Algebraaaaaaaaaaaa isn't coooooooooooool.
And neither are fractioooooooooooooooooooooooooooooonnnnnnnnssssss.
does anyone know how to do it :,(
Can you paste the words into the chat
it wont let me
Here's a useful tip for Venn-diagram-counting problems like this one: Start with the most inclusive sets.
What I mean by that is that you can tackle this question by first considering the set that contains elements that belong to all (or most) of the three given sets, which in this case would be \(A\cap B\cap C\). You know it contains \(5\) elements.
Another set that's very inclusive is \(A'\cap B'\cap C'\), which has elements that don't belong to any of \(A,B,C\). You're told it has \(22\) elements.
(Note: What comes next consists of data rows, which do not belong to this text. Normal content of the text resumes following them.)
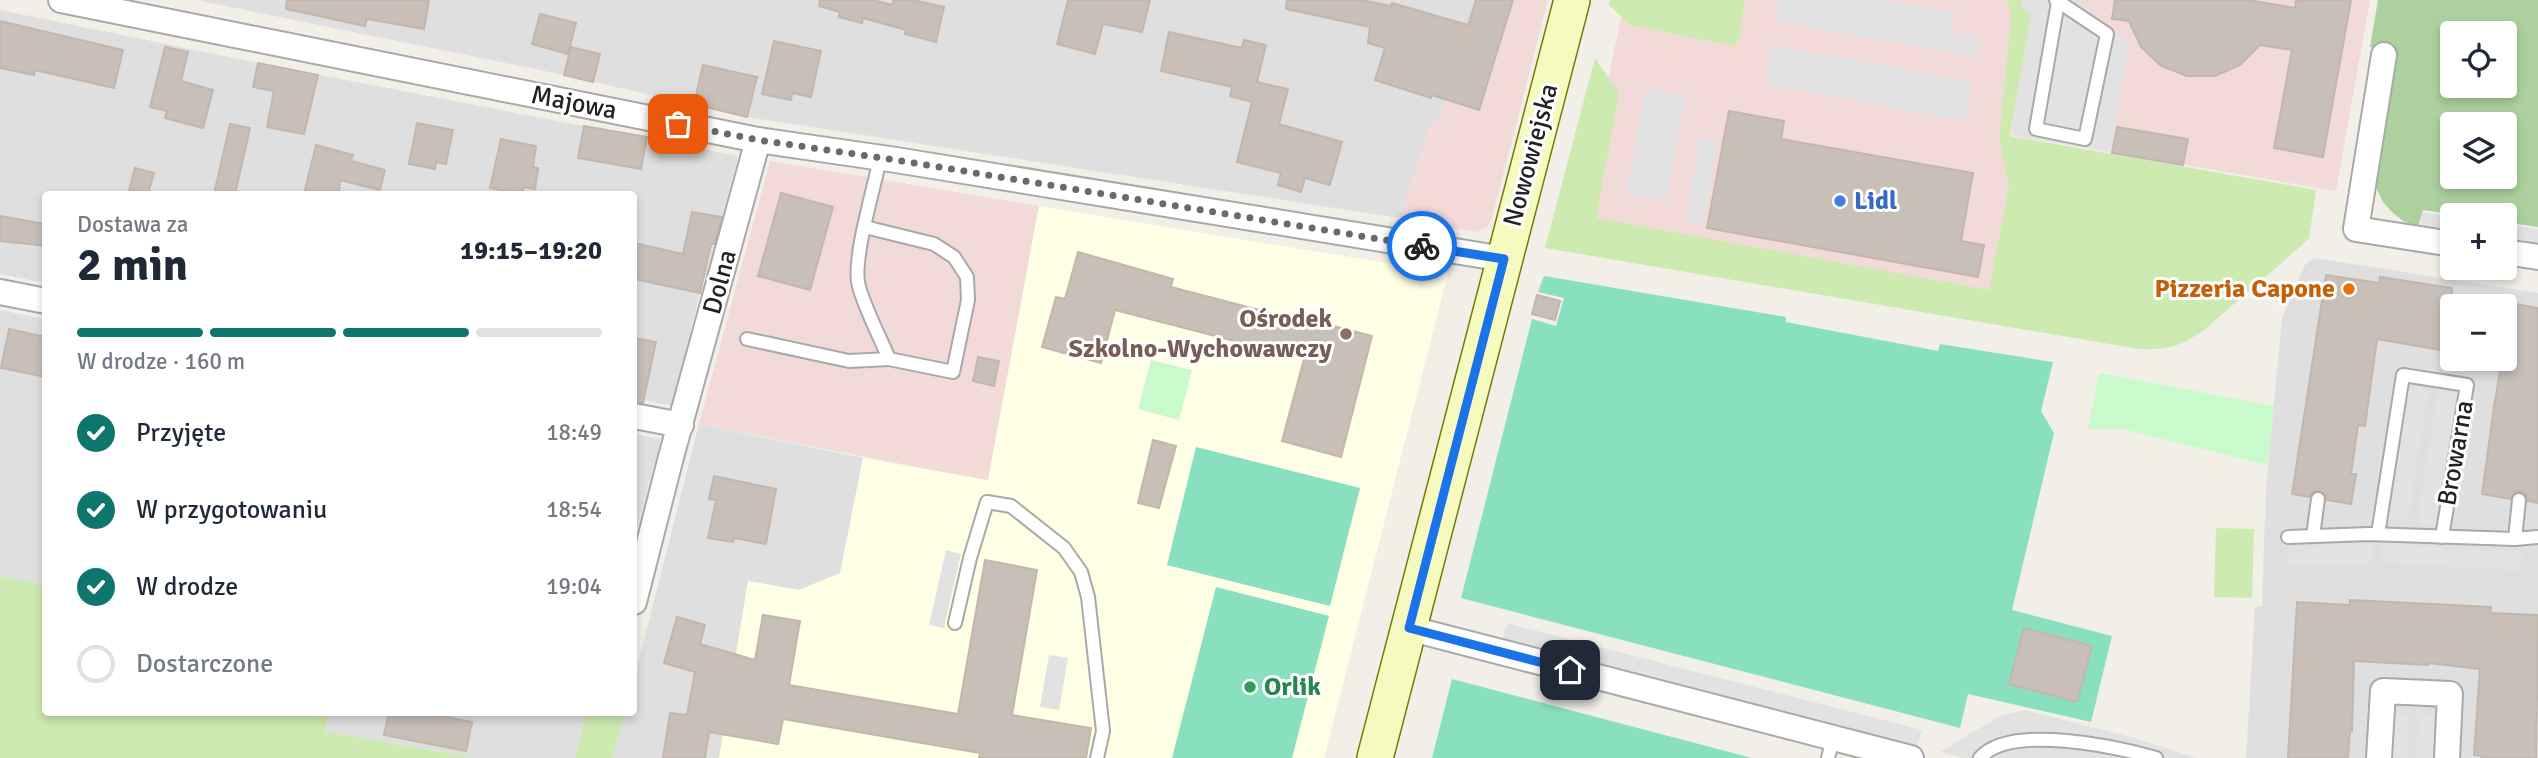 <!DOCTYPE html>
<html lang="pl">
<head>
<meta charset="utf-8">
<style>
	:root { --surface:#fff; --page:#f6f6f7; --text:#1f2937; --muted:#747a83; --line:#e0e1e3; --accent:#0f766e }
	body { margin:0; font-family:Signika,sans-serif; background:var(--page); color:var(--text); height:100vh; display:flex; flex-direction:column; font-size:26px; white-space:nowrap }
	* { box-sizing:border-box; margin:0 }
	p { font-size:23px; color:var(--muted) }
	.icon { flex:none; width:38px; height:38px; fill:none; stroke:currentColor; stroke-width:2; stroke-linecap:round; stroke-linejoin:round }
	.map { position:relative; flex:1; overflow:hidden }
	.drawer { position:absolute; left:42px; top:191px; width:595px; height:525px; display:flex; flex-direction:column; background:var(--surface); border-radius:7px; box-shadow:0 4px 10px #0003 }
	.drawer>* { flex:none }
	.tools { position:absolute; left:2440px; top:21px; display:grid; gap:14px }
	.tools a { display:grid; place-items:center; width:77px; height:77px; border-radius:7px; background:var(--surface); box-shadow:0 4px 10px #0003; font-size:35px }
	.pin { position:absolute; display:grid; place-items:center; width:60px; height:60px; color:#fff; margin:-30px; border-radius:14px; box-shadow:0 4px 10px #0006 }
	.courier { position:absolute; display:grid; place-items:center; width:70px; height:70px; margin:-35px; border:5px solid #1a73e8; border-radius:50%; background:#fff; color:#222; box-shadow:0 2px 9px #0007 }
	.overview em { font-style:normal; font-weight:700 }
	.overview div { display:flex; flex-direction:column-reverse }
	.overview { display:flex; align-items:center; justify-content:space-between; height:119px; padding:0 35px }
	h1 { font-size:46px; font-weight:700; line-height:52px }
	.bar { display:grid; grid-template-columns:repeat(4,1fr); gap:10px 7px; align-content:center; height:84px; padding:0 35px }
	.bar i { height:9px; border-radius:5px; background:var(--line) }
	.bar .active { background:var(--accent) }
	.bar p { grid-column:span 4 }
	ol { padding:0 35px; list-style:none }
	li { display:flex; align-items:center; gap:21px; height:77px }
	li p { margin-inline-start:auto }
	li .icon { padding:7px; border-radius:50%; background:var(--accent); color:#fff; stroke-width:4 }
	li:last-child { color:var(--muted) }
	li i { width:38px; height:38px; border:4px solid var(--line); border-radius:50% }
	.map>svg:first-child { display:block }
</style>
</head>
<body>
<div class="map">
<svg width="2538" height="758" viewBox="0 0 2538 758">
	<rect width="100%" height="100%" fill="#f2efe9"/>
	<g fill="#e0dfdf" fill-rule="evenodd">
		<path d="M196 0H1476L1441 115 1430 128 1399 218 747 117 564 75Z"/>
		<path d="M0 10 258 63 738 156 706 279H703L672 406 634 398V194H46L45 283 0 274Z"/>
		<path d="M2314 258 2538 293V758H2246L2255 607 2262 606 2266 488 2282 318 2304 266ZM2452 306H2504V359H2452Z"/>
		<path d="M0 310 45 319V585L0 576Z"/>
		<path d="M699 424 863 458 840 573 799 590 748 581 719 758H613L625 712H634V679Z"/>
		<path d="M634 434 661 439 634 540Z"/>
		<path d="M329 712H587L575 758H474L325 731Z"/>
	</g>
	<g fill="#f2dad9">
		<path d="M1476 0H1548L1492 218 1487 227 1476 232 1399 218 1430 128 1441 115Z"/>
		<path d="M1625 0H2020L2019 2 2022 0H2370L2336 191 2011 135 2030 14 2000 136 2183 333 1573 242Z"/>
		<path d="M770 161 1039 206 988 481 699 424Z"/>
	</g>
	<path fill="#ffffe5" d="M1039 206 1448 273 1324 758H719L748 581 799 590 840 573 863 458 988 480Z"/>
	<g fill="#cdebb0">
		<path d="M1610 0H1745L1739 38 1734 46 1630 25 1609 5Z"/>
		<path d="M2005 0H2022L2021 7 2031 15 2010 136 2316 190 2309 239 2203 331C2179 347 2168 350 2139 349L1545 248 1595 58 1619 93 1596 218 1989 290 2009 186 1999 139 2011 19 2010 6Z"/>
		<path d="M2216 528 2254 529 2252 598 2214 597Z"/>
		<path d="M0 576 45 585 46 712H329L325 731 474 758H0Z"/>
		<path d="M587 712H625L613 758H575Z"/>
	</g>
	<path fill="#add19e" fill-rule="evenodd" d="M2378 0H2538V227L2504 222V215H2458L2423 210 2418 227 2403 221 2392 212 2383 202 2373 181 2393 52 2370 47ZM2452 33H2504V86H2452ZM2452 124H2504V177H2452Z"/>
	<g fill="#c8facc">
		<path d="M1151 360 1192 370 1179 420 1138 409Z"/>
		<path d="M2099 373 2274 406 2268 465 2123 429H2088Z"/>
	</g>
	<g fill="#88e0be">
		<path d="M1544 276 1786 317V322L1938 351 1940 344 2053 362 2041 411 2054 433 2012 610 2112 636 2091 722 1968 694 1960 728 1461 598 1532 319 1556 326 1564 298 1538 292Z"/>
		<path d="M1196 447 1360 488 1330 606 1167 565Z"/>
		<path d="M1216 587 1329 616 1292 758H1172Z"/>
		<path d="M1452 679 1752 758H1432Z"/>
	</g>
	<g fill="#e2e2e2">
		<path d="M1779 0H1883L1954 12 1950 32 1979 37 1976 57 1775 21Z"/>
		<path d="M2022 0H2078L2129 42 2110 152 2011 135 2031 15 2021 6Z"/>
		<path d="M1771 45 1972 82 1965 121 1764 84Z"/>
		<path d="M1646 88 1686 95 1666 201 1626 193Z"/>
		<path d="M1700 138 1718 141 1703 226 1685 223Z"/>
		<path d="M2422 212 2452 217V234L2420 229Z"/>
		<path d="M2504 224 2538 229V247L2504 242Z"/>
		<path d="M2409 385 2429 389 2408 522 2388 518Z"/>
		<path d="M2438 390 2458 393 2437 526 2417 523Z"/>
		<path d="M2372 543 2373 563 2288 566 2287 547Z"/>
		<path d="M2382 544 2523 552 2521 571 2381 562Z"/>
		<path d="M946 550 961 554 944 628 929 625Z"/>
		<path d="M1507 623 1922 730 1917 747 1502 640Z"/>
		<path d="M1049 655 1068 658 1059 710 1040 707Z"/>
		<path d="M2025 710 2134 738 2197 758H1963L1940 752 2000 716Z"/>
		<path d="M2390 713 2410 715 2407 758H2388Z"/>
		<path d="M2419 715 2439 716 2437 758H2417Z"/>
	</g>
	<g fill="#c7bfb8" stroke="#c4b6ab" stroke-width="2">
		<path d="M287 0H429L424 29 367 19 365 26 286 9Z"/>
		<path d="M820 0H873L892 5 894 0H913L944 7 936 42 905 34 906 30 863 18 862 23 839 17 840 12 819 6Z"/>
		<path d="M1068 0H1150L1142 32 1103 24 1095 54 1057 44Z"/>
		<path d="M1287 0H1361L1391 6 1392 3 1468 25 1476 0H1513L1479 110 1432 95 1431 98 1375 80 1385 48 1368 43 1370 27 1286 9Z"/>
		<path d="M2115 0H2249L2295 8 2296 0H2351L2323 157 2274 148 2292 50 2260 45 2240 65 2215 76H2187L2161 66 2141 47 2129 21 2112 19Z"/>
		<path d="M540 14 576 23 568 54 532 44Z"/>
		<path d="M0 21 123 50 114 88 35 70 34 75 0 68Z"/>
		<path d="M1169 32 1242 48 1244 40 1266 45 1257 82 1288 89 1279 124 1342 142 1330 185 1305 178 1301 192 1278 185 1281 173 1237 162 1252 102 1230 96 1232 87 1161 71Z"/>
		<path d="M774 41 821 51 811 97 792 93 791 100 762 94Z"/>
		<path d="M165 47 188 52 181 81 213 90 203 128 165 118 167 111 150 107Z"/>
		<path d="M571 47 600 54 593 82 564 75Z"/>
		<path d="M258 63 318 75 304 134 267 127 274 91 253 87Z"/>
		<path d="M703 65 757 77 747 117 694 104Z"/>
		<path d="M1729 111 1784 121 1781 139 1973 173 1961 241 1984 245 1978 277 1707 228Z"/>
		<path d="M417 123 453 130 446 164 436 162 435 169 409 164Z"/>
		<path d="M230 124 250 128 235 194H214Z"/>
		<path d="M584 126 647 137 641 169 578 158Z"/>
		<path d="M2117 127 2188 139 2183 165 2112 153Z"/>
		<path d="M501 139 536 146 533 167 538 168 535 189 524 187 522 194 490 188Z"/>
		<path d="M316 145 353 155 351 161 385 170 380 190 340 180 339 194H304Z"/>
		<path d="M135 168 154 173 148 194H128Z"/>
		<path d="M781 193 833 207 810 290 758 276Z"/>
		<path d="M692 212 722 217 714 244H711L700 293 634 279V243L683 254Z"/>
		<path d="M0 216 46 224V246L0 241Z"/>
		<path d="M1078 252 1173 279 1171 287 1313 324 1314 321 1372 336 1341 457 1282 441 1304 359 1115 310 1101 363 1042 347 1056 297 1065 299Z"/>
		<path d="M2326 275 2379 283 2380 277 2452 288V352L2377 339 2365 426 2358 425 2351 474H2356L2351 504 2327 500 2326 495 2320 491H2314L2309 497 2292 494Z"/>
		<path d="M1537 295 1560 301 1555 320 1532 314Z"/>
		<path d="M2504 302 2538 308V503L2528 501 2527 496 2521 491 2515 492 2510 499 2482 494 2494 407 2502 359H2504Z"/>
		<path d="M9 329 46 337V377L1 368Z"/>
		<path d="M634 338 656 342 643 403 634 402Z"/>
		<path d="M978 357 999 361 994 386 973 381Z"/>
		<path d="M1153 440 1176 446 1159 508 1138 503Z"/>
		<path d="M714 476 776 489 766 544 734 538 733 542 708 538 716 500 709 499Z"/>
		<path d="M985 560 1037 570 1012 715 1091 728 1086 758H979L980 753 783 719 778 744 709 732 705 758H663L670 713 687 715 695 672 664 663 677 617 705 625 700 644 755 660 763 615 800 621 789 685 958 714Z"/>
		<path d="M2350 600 2491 607 2490 613 2538 615 2536 758H2481V756L2474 755 2480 669 2428 663V665L2354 661 2352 731H2350L2348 758H2288L2297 602 2350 605Z"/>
		<path d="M2024 628 2092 646 2077 702 2009 684Z"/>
		<path d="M389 712H421L472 722 466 751 384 735Z"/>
	</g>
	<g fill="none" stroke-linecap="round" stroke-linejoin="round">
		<g stroke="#a9a9a9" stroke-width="16">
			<g id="lane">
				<path d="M2056 0 2107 34 2085 139 2036 129 2058 2"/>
				<path d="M865 227 934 244 954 257 967 277 968 300 953 372 889 359C881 339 861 301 858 282 854 253 874 189 880 158"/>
				<path d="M747 339 849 361 889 359"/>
				<path d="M2378 534 2403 375 2467 385 2442 537"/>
				<path d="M2313 536 2318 499"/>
				<path d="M2288 537 2368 534 2515 539 2538 537"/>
				<path d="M2515 539 2519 500"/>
				<path d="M955 623 970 558 987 502 1011 506 1064 548 1081 572 1088 597 1103 731 1097 758"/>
				<path d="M1828 758 1833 738"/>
				<path d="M1980 758C2010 723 2117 747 2156 758"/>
			</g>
		</g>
		<g stroke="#a9a9a9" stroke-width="28">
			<g id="street">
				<path d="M61 0 758 140 896 160 1504 259"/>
				<path d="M2384 55 2356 229 2452 244"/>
				<path d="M2504 252 2538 257"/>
				<path d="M0 292 46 301"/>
				<path d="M634 416 681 425"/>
				<path d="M634 602 671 457 758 140"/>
				<path d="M1408 628 1911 758"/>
				<path d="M2379 758 2383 691 2450 694 2447 758"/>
			</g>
		</g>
		<g stroke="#707d05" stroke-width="38">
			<path id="secondary" d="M1375 758 1572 0"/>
		</g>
		<use href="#lane" stroke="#fff" stroke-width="12"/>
		<use href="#street" stroke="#fff" stroke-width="24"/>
		<use href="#secondary" stroke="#f7fabf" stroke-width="35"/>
	</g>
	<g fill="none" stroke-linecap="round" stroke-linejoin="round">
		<path stroke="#6b6a68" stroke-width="7" stroke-dasharray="0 12.6" d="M678 124 758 140 896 160 1422 246"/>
		<path stroke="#1a73e8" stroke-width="9" d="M1422 246 1504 259 1409 628 1570 670"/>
	</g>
	<circle fill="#3f7fe0" stroke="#fff" stroke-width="2.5" cx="1840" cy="201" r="7"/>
	<circle fill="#e8710a" stroke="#fff" stroke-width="2.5" cx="2349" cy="289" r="7"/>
	<circle fill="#8d6e63" stroke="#fff" stroke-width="2.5" cx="1346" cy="334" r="7"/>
	<circle fill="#2e9e5b" stroke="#fff" stroke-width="2.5" cx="1250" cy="687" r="7"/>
	<g text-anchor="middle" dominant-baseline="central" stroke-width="6" stroke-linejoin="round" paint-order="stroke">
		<g font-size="26" fill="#222" stroke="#fff">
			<text transform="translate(574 103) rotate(11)">Majowa</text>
			<text transform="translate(1531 155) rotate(-75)">Nowowiejska</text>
			<text transform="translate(720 282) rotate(-75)">Dolna</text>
			<text transform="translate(2456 453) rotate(-80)">Browarna</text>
		</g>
		<g font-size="26" font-weight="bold" fill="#366cbe" stroke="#fff" text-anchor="start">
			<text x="1854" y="201">Lidl</text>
		</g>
		<g font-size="26" font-weight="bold" fill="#c56008" stroke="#fff" text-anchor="end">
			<text x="2335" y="289">Pizzeria Capone</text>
		</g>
		<g font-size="26" font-weight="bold" fill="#785e54" stroke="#fff" text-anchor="end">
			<text x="1332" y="319">Ośrodek<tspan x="1332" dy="30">Szkolno-Wychowawczy</tspan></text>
		</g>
		<g font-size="26" font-weight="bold" fill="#27864d" stroke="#fff" text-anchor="start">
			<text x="1264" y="687">Orlik</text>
		</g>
	</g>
</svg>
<div class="tools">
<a><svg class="icon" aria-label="locate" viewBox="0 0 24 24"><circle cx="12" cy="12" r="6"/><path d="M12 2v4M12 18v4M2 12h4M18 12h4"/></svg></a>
<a><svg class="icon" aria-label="layers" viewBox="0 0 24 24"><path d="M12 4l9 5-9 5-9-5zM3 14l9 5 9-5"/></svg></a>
<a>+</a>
<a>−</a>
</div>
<div class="pin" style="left:678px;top:124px;background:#ea580c"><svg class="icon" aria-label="bag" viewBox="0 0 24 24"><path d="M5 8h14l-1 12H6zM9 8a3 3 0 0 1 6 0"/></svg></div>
<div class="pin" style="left:1570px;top:670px;background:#1f2937"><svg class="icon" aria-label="home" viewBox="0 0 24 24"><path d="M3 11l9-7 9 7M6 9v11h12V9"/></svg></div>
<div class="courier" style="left:1422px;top:246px"><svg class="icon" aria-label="bike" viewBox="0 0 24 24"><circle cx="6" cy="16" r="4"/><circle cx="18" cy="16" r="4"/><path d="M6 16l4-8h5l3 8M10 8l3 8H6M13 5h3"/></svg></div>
<section class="drawer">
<div class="overview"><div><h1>2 min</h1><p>Dostawa za</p></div><em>19:15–19:20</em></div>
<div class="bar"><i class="active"></i><i class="active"></i><i class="active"></i><i></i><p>W drodze · 160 m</p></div>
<ol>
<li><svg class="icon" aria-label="check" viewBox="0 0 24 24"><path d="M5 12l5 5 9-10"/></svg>Przyjęte<p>18:49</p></li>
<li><svg class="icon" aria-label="check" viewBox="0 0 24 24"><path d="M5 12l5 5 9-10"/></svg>W przygotowaniu<p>18:54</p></li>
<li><svg class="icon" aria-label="check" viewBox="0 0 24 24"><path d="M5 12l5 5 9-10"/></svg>W drodze<p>19:04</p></li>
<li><i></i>Dostarczone</li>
</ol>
</section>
</div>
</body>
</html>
So from this info, you can gather the following:
Does that make sense?
Now consider the next most inclusive set - there are a few of these, so let's just pick \(A\cap C\) as an example. We're told that that it contains \(14\) elements. But notice that some of the elements of \(A\cap C\) were already counted in \(A\cap B\cap C\), since \(A\cap C\subseteq A\cap B\cap C\) (subset, if you're not familiar with the symbol). So to avoid double counting, we'll need to subtract.
\[|A\cap C|=n(A\cap C)-n(A\cap B\cap C)=14-5=11\]
where \(|S|\) is used to denote the size of the set \(S\) and \(S\) only. Not to be confused with \(n(S)\), which means the number of elements that belong to \(S\), but might also belong to other sets containing \(S\). (If that's confusing, I'll try to elaborate.)